First, connect to lux with x forwarding following the instructions X Forwarding above. Before you request a node, load the following modules:

$ module load python/3.6.7
$ module load jupyter
$ module load numpy matplotlib [...]

Afterward, request an interactive shell with x forwarding using the srun command with the --x11 flag. Once you log into the node, do the following:

$ xterm &
$ chromium-browser &

Once the xterm and the browser both appear on your remote desktop, in the xterm execute the following command:

$ jupyter-notebook

This should redirect the browser window to a Jupyter instance. You’ll have access in the Jupyter instance to any python modules you’ve loaded.

Tensorflow

The lux system has GPU-enabled TensorFlow on the gpu nodes. To access the gpu nodes in an interactive shell, just:

$ srun --x11 -N 1 --partition=gpuq --account=gpuq --pty bash -i

Then at the prompt load the required modules:

$ module load cuda10.0 libcudnn7/7.6 python/3.6.7 numpy/1.17.0 h5py/2.9.0 tensorflow-gpu/1.14.0

Note the tensorflow-gpu module is only available on the gpu nodes.
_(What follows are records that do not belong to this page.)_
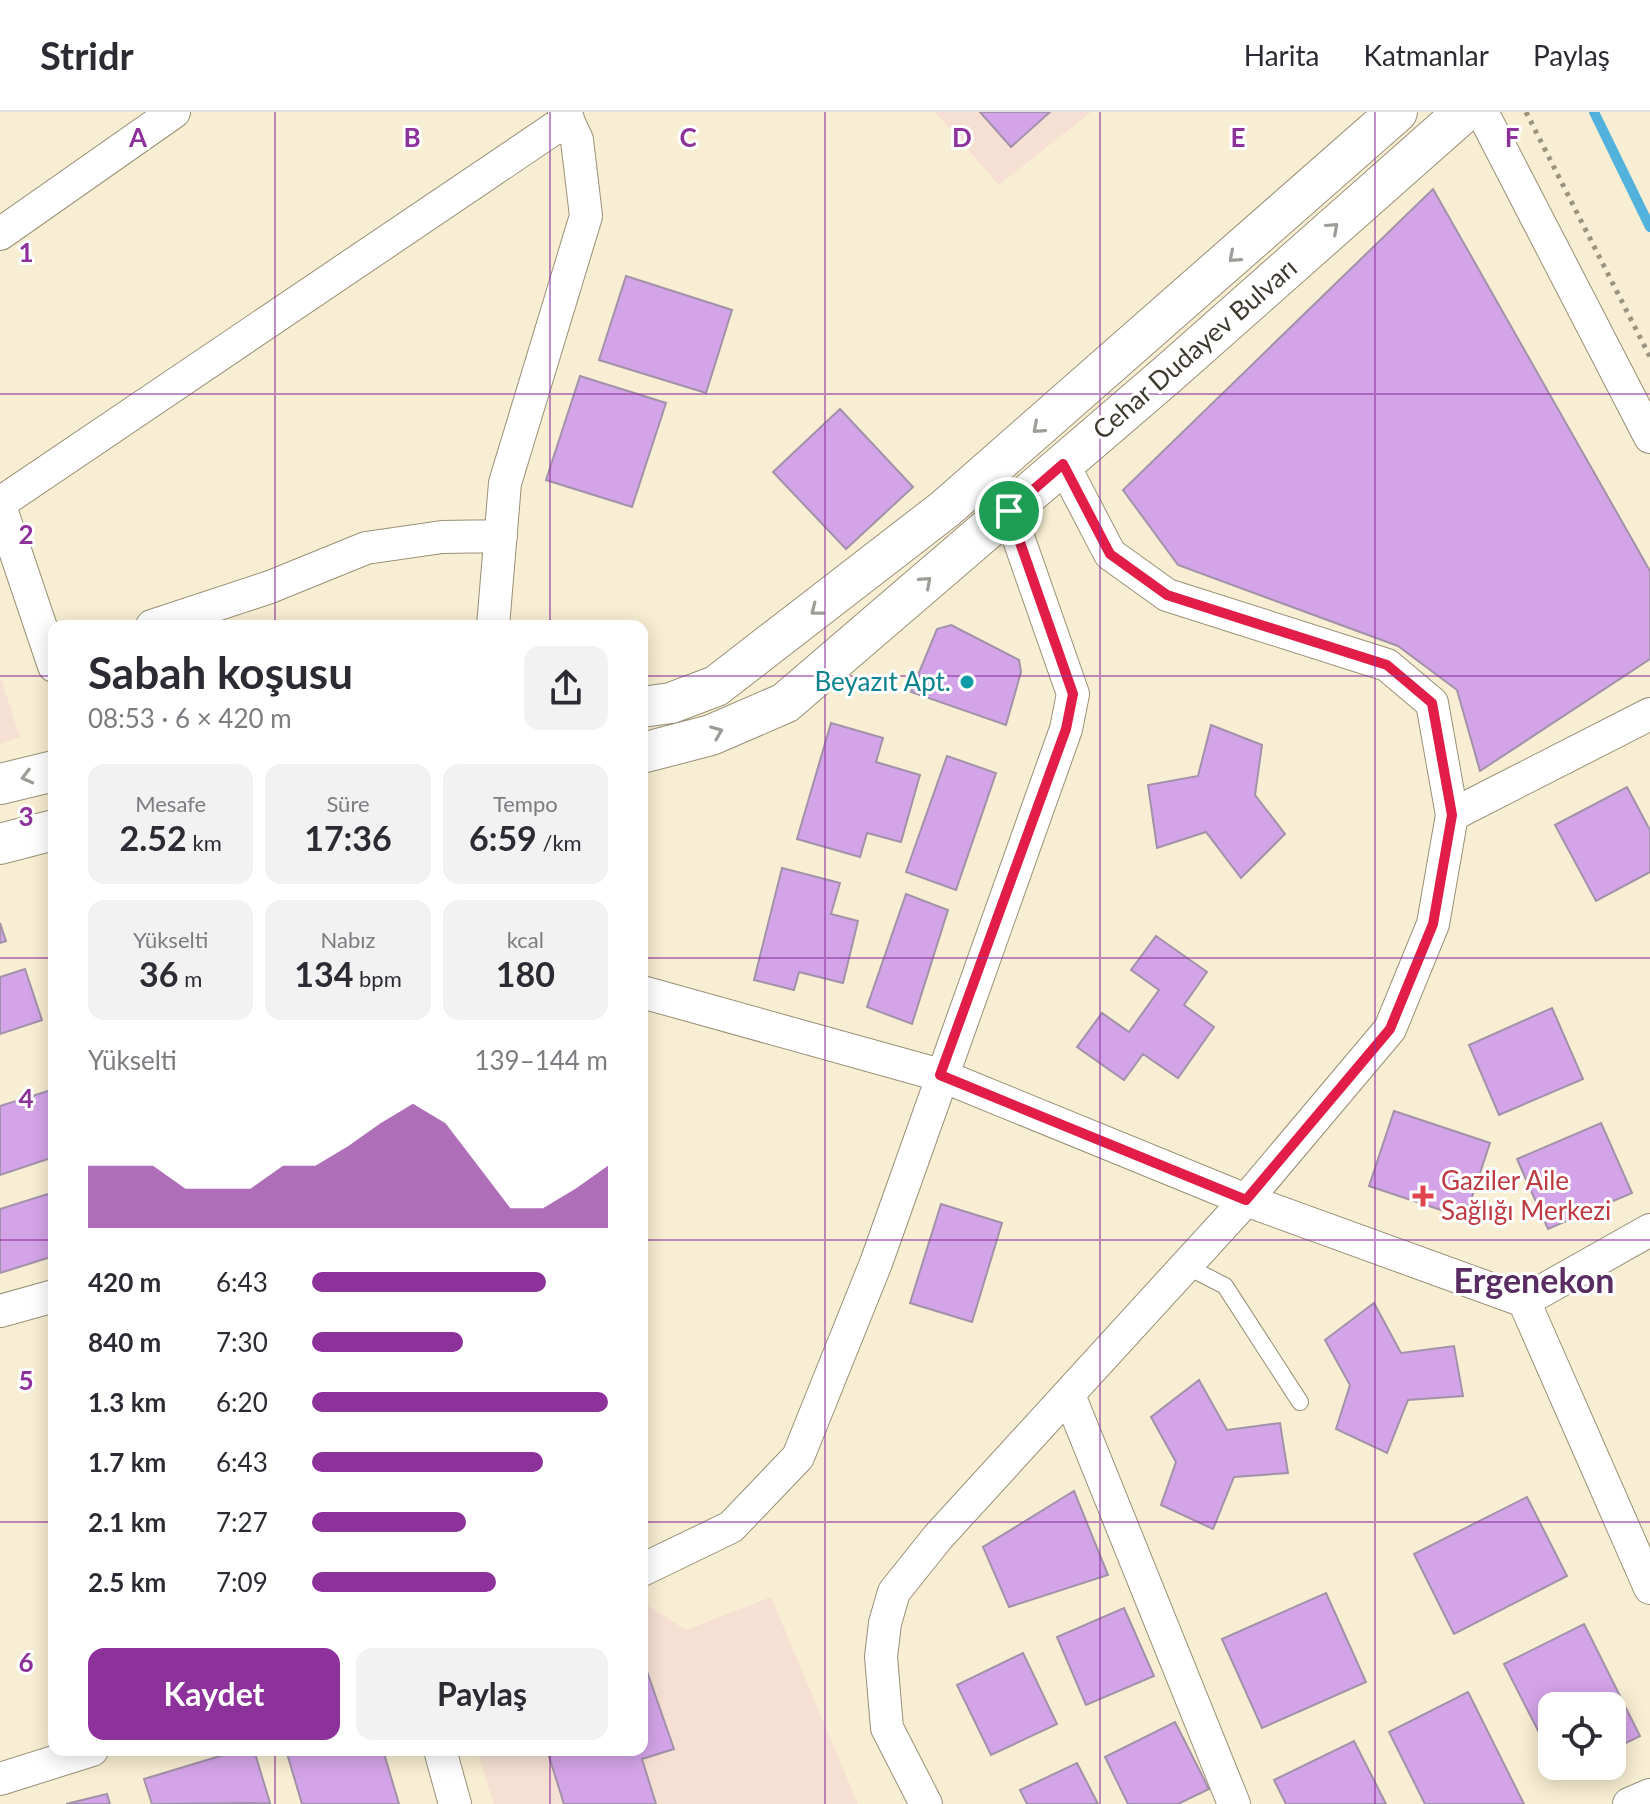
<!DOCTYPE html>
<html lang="tr">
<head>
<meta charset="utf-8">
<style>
	:root { --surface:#fff; --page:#f2f2f3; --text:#2b2b33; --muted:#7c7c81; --line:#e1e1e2; --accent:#8d319b }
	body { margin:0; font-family:Lato,sans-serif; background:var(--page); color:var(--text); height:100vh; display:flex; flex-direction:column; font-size:30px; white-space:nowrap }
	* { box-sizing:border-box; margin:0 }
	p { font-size:26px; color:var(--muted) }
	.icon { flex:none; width:44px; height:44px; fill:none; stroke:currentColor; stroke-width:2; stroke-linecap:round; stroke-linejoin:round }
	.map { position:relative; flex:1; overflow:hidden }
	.drawer { position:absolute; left:48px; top:508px; width:600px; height:1136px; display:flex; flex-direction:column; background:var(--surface); border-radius:16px; box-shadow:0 4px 20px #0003 }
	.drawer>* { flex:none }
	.controls { position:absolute; left:1538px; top:1580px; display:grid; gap:16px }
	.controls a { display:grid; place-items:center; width:88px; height:88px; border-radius:16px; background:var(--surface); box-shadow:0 4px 20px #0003; font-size:40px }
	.pin { position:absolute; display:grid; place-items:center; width:68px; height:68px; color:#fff; margin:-34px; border:4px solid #fff; border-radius:50%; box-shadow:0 2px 8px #0007 }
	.round { display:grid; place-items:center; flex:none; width:84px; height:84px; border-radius:16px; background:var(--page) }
	.headline { display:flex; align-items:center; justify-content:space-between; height:136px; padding:0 40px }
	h1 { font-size:44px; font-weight:700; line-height:60px }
	.stats { display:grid; grid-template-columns:repeat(3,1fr); gap:12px; height:136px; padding:8px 40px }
	.stats div { display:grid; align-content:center; border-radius:16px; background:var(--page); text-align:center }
	.stats b { font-size:34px; font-weight:700 }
	.stats small { font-size:22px; font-weight:400 }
	.stats p { font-size:22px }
	.chart { height:224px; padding:16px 40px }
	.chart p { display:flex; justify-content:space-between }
	.chart svg { width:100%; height:144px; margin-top:8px; fill:var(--accent); opacity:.7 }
	.cta { display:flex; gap:16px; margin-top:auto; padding:16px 40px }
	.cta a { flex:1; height:92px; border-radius:16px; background:var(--accent); color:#fff; font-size:32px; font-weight:700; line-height:92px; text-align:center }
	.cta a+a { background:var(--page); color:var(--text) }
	ul { padding:0 40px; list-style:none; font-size:26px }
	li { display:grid; grid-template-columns:128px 96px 1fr; align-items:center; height:60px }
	li i { height:20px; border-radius:10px; background:var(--accent) }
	header { display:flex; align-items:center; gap:48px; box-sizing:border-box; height:112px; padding:0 40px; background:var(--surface); border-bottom:2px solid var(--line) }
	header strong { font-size:38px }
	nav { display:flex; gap:44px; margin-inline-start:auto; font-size:28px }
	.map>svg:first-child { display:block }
	.education { fill:#f6e0d3 }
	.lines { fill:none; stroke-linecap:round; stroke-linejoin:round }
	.stream { stroke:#53b2dc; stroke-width:10 }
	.building { fill:#d4a4e9; stroke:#a292a9; stroke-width:2 }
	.service-casing { stroke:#999077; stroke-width:18 }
	.minor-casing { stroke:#999077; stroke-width:34 }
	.tertiary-casing { stroke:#999077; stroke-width:42 }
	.path { stroke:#9a9380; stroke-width:5; stroke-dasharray:4 6; stroke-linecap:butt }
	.service { stroke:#fff; stroke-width:16 }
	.minor { stroke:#fff; stroke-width:32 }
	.tertiary { stroke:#fff; stroke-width:40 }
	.oneway { stroke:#9e9c97 }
	.route-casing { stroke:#fff; stroke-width:16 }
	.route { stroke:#e11d48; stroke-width:10 }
	.grid { fill:none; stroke:#8d319b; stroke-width:2; stroke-opacity:0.55 }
	.culture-dot { fill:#0f9aa8; stroke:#fff; stroke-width:3 }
	.health-dot { fill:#e0444e; stroke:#fff; stroke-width:3 }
	.labels { text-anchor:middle; stroke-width:6; stroke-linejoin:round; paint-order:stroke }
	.street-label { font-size:26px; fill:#3e3a2f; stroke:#fff }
	.culture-label { font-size:26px; fill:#0d838f; stroke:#fff; text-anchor:end }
	.health-label { font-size:26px; fill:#be3a42; stroke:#fff; text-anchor:start }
	.district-label { font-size:34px; font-weight:bold; fill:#592d61; stroke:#fff }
	.grid-label { font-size:26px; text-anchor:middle; font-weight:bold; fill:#8d319b; stroke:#fff; stroke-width:6; stroke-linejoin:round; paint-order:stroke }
</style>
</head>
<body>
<header>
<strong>Stridr</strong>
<nav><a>Harita</a><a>Katmanlar</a><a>Paylaş</a></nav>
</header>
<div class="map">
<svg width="1650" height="1692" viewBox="0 0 1650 1692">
	<rect width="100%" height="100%" fill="#f8eed3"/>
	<!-- education -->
	<path class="education" d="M935,0h156l-92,73z
		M0,564l20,61 -20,7z
		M771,1485l87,207h-364l-17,-54h165v-148l44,28z"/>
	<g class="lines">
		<!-- stream -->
		<path class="stream" d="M1594,0l56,115"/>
	</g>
	<!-- building -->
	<path class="building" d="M980,0h70l-39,35z
		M1433,77l217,382v88l-170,112 -23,-81 -59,-44 -220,-81 -55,-75z
		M626,164l106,34 -26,83 -107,-33z
		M580,264l86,27 -34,104 -86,-27z
		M840,297l73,78 -67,62 -73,-77z
		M951,513l68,35 2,12 -15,53 -95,-33 26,-63z
		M831,611l52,15 -7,24 44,13 -19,67 -34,-9 -7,24 -63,-18z
		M1211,613l51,20 -7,50 30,39 -44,44 -35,-46 -49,16 -9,-63 50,-9z
		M947,644l49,17 -40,117 -50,-18z
		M1627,675l23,43v42l-54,29 -41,-76z
		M782,756l58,15 -9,31 27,7 -15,62 -44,-11 -5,18 -40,-10z
		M906,782l42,16 -36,114 -45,-17z
		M0,811l6,18 -6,2z
		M1156,824l51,36 -23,33 30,22 -36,51 -35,-24 -19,26 -47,-33 25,-34 27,19 30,-42 -28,-20z
		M25,857l17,51 -42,14v-57z
		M1552,896l31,71 -84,36 -30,-70z
		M54,977v68l-54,18v-69z
		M1394,999l96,32 -25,75 -96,-32z
		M1601,1011l31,70 -84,36 -31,-70z
		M54,1080v64l-54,17v-64z
		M941,1092l61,19 -30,99 -62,-19z
		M1374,1191l27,50 53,-7 9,50 -55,4 -21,53 -51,-24 14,-44 -25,-45z
		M1199,1268l28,50 53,-7 8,50 -54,4 -21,52 -52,-24 15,-43 -25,-45z
		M1074,1379l34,84 -99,32 -26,-60z
		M1527,1385l40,79 -113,58 -40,-80z
		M1326,1481l40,89 -104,46 -40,-89z
		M1124,1496l30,68 -68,29 -29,-68z
		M1584,1512l56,112 -28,14v-44h-60v52l-48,-94z
		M1023,1541l34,71 -66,31 -34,-70z
		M642,1545l32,92 -32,10 14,45h-92l-17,-54h95z
		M1468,1580l56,112h-99l-36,-72z
		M1175,1610l34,67 -31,15h-50l-23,-47z
		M1354,1629l32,63h-100l-12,-24z
		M240,1638h14l16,53 -118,1 -8,-25z
		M286,1638h97l16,54h-97z
		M1077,1651l21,41h-71l-7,-14z
		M1556,1654h23l-18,9z
		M107,1682l3,10h-44z"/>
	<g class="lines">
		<defs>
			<path id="service" d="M1186,1154l39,20 75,116"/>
			<path id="minor" d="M1482,0l168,325
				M0,122l174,-122
				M0,391l568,-384
				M0,394l54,160
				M152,514l118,-39 96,-39 76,-11 59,-1
				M493,514l12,-143 81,-267 -9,-76 -13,-28
				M1452,703l198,-101
				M642,880l298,83 306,125 278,101 126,287
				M1524,1189l126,-71
				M0,1199l54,-15
				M1069,1283l165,409
				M642,1458l89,-43 67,-70 78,-194 190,-534 7,-35 -64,-183
				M440,1638l15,54
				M0,1667l92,-29
				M926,1692l-39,-76 -6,-71 4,-34 9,-31 44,-55 308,-337 144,-171 43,-105 19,-109 -20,-112 -45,-38 -220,-70 -57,-41 -47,-90
				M1629,1692l21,-9"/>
			<path id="tertiary" d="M642,595l29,-4 45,-17 229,-177 452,-397
				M642,641l69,-18 74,-32 383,-329 296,-262
				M0,672l54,-13
				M0,732l54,-14"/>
		</defs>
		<!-- service casing -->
		<use href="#service" class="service-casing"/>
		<!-- minor casing -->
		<use href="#minor" class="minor-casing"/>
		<!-- tertiary casing -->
		<use href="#tertiary" class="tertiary-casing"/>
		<!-- path -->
		<path class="path" d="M1526,0l124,245"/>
		<!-- service -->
		<use href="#service" class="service"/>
		<!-- minor -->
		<use href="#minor" class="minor"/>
		<!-- tertiary -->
		<use href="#tertiary" class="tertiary"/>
	</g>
	<!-- one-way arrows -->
	<defs><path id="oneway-chevron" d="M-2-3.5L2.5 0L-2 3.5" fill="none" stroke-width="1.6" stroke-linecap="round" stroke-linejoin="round" transform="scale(2)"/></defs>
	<g class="oneway">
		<use href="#oneway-chevron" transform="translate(1333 116) rotate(-42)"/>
		<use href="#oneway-chevron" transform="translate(1234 145) rotate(139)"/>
		<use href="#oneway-chevron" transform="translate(1038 316) rotate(139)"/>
		<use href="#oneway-chevron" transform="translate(926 470) rotate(-41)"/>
		<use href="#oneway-chevron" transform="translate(816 498) rotate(142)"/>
		<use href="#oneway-chevron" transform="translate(717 620) rotate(-22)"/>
		<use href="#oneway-chevron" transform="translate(27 665) rotate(166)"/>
	</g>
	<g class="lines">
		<defs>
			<path id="route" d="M1063,352l47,90 57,41 220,70 45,38 20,112 -19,109 -43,105 -144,171 -306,-125 126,-346 7,-35 -64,-183z"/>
		</defs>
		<!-- route casing -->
		<use href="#route" class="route-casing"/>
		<!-- route -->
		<use href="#route" class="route"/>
	</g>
	<!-- grid -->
	<path class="grid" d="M275,0v514M550,0v514M825,0v1692M1100,0v1692M1375,0v1692M0,282h1650M0,564h54M642,564h1008M0,846h54M642,846h1008M0,1128h54M642,1128h1008M0,1410h54M642,1410h1008M275,1638v54M550,1638v54"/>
	<!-- markers -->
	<circle class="culture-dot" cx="967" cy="570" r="8"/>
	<path class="health-dot" d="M1419 1072h8v8h8v8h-8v8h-8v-8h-8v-8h8z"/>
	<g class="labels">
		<!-- street labels -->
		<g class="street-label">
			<text transform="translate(1195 237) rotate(-41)" y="9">Cehar Dudayev Bulvarı</text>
		</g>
		<!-- culture labels -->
		<g class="culture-label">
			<text x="951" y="579">Beyazıt Apt.</text>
		</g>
		<!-- health labels -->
		<g class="health-label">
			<text x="1441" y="1078">Gaziler Aile<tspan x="1441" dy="30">Sağlığı Merkezi</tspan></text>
		</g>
		<!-- district labels -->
		<g class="district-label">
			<text x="1534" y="1181">Ergenekon</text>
		</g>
	</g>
	<g class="grid-label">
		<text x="138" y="35">A</text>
		<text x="412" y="35">B</text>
		<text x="688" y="35">C</text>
		<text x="962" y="35">D</text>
		<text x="1238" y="35">E</text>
		<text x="1512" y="35">F</text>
		<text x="26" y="150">1</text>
		<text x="26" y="432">2</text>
		<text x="26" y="714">3</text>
		<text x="26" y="996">4</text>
		<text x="26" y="1278">5</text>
		<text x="26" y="1560">6</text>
	</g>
</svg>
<div class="controls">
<a><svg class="icon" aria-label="locate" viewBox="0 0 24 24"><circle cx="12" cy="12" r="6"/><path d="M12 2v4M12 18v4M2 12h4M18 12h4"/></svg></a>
</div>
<div class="pin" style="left:1009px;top:399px;background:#1e9e55"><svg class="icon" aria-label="arrive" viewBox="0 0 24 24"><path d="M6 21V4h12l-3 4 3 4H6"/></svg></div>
<section class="drawer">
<div class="headline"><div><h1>Sabah koşusu</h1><p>08:53 · 6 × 420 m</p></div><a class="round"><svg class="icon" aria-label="share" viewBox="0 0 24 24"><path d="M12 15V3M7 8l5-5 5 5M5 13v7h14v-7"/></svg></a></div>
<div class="stats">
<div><p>Mesafe</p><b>2.52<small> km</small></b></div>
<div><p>Süre</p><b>17:36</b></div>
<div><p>Tempo</p><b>6:59<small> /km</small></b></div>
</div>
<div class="stats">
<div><p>Yükselti</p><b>36<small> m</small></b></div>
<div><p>Nabız</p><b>134<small> bpm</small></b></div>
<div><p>kcal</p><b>180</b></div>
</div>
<div class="chart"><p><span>Yükselti</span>139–144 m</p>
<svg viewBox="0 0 160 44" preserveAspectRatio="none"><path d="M0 44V25L10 25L20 25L30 32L40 32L50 32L60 25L70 25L80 19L90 12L100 6L110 12L120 25L130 38L140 38L150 32L160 25V44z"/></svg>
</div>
<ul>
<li><b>420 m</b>6:43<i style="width:79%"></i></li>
<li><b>840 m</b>7:30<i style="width:51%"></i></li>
<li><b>1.3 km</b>6:20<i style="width:100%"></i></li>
<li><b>1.7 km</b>6:43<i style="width:78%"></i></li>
<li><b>2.1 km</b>7:27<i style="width:52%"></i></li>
<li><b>2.5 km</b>7:09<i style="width:62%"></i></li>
</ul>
<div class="cta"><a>Kaydet</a><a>Paylaş</a></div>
</section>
</div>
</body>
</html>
The following test script should execute successfully once the modules are loaded:

import tensorflow as tf
mnist = tf.keras.datasets.mnist

(x_train, y_train),(x_test, y_test) = mnist.load_data()
x_train, x_test = x_train / 255.0, x_test / 255.0

model = tf.keras.models.Sequential([
  tf.keras.layers.Flatten(input_shape=(28, 28)),
  tf.keras.layers.Dense(512, activation=tf.nn.relu),
  tf.keras.layers.Dropout(0.2),
  tf.keras.layers.Dense(10, activation=tf.nn.softmax)
])
model.compile(optimizer='adam',
              loss='sparse_categorical_crossentropy',
              metrics=['accuracy'])

model.fit(x_train, y_train, epochs=5)
model.evaluate(x_test, y_test)

If you have any difficulty running the test MNIST classification script, please let us know.

Known Issues

Below, we list the known issues with the system. We are looking into them! But if you encounter unusual behavior, please have a look here first (but please also let us know about it!).

Authentication Issues

If you recieve an error about “Permission denied” when accessing your /home directory, please let us know as it’s related to the authentication scheme on the servers that host the /home and /data directories. We are looking into a permanent fix.

Intel MPI Issues

Currently, Intel MPI-compiled binaries will not run on more than 20-30 cores per node. We recommend using OpenMPI until this issue is resolved. If you encounter Intel MPI or Open MPI issues, please let us know.